Start of Block
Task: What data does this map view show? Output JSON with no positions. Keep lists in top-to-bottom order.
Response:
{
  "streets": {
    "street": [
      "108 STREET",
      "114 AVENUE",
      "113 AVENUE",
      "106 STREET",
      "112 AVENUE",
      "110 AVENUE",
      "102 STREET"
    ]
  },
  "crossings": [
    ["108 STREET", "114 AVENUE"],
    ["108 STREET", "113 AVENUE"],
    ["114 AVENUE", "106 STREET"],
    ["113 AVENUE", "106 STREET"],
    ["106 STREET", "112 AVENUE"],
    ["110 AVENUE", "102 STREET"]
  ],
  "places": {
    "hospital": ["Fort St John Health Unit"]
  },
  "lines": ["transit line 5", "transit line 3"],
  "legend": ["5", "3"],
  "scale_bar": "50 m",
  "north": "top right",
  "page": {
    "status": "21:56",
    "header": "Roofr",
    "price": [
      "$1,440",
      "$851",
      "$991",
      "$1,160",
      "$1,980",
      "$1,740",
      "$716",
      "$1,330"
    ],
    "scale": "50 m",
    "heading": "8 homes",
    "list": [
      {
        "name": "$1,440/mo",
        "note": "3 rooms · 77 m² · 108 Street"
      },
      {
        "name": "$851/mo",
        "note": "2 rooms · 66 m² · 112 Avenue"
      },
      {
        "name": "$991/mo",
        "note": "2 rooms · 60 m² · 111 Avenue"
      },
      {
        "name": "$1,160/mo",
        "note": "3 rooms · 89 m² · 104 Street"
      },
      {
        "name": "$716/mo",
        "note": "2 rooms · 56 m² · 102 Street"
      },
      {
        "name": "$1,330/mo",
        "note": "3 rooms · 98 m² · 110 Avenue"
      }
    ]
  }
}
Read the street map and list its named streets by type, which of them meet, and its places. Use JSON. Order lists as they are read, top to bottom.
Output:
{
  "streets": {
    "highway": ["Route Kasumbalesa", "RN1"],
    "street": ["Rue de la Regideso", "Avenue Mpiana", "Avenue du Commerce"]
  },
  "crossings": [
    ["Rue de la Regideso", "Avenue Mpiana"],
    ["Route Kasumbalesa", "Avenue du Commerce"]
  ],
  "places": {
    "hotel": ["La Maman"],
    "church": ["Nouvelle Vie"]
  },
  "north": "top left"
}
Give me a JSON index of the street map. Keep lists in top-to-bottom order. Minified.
End of Block
→ ASSIGNED TASK
Say how many lines in the records include the string "bottom", giving the figure by itself.

→ RESPONSE TO THE EXERCISE
3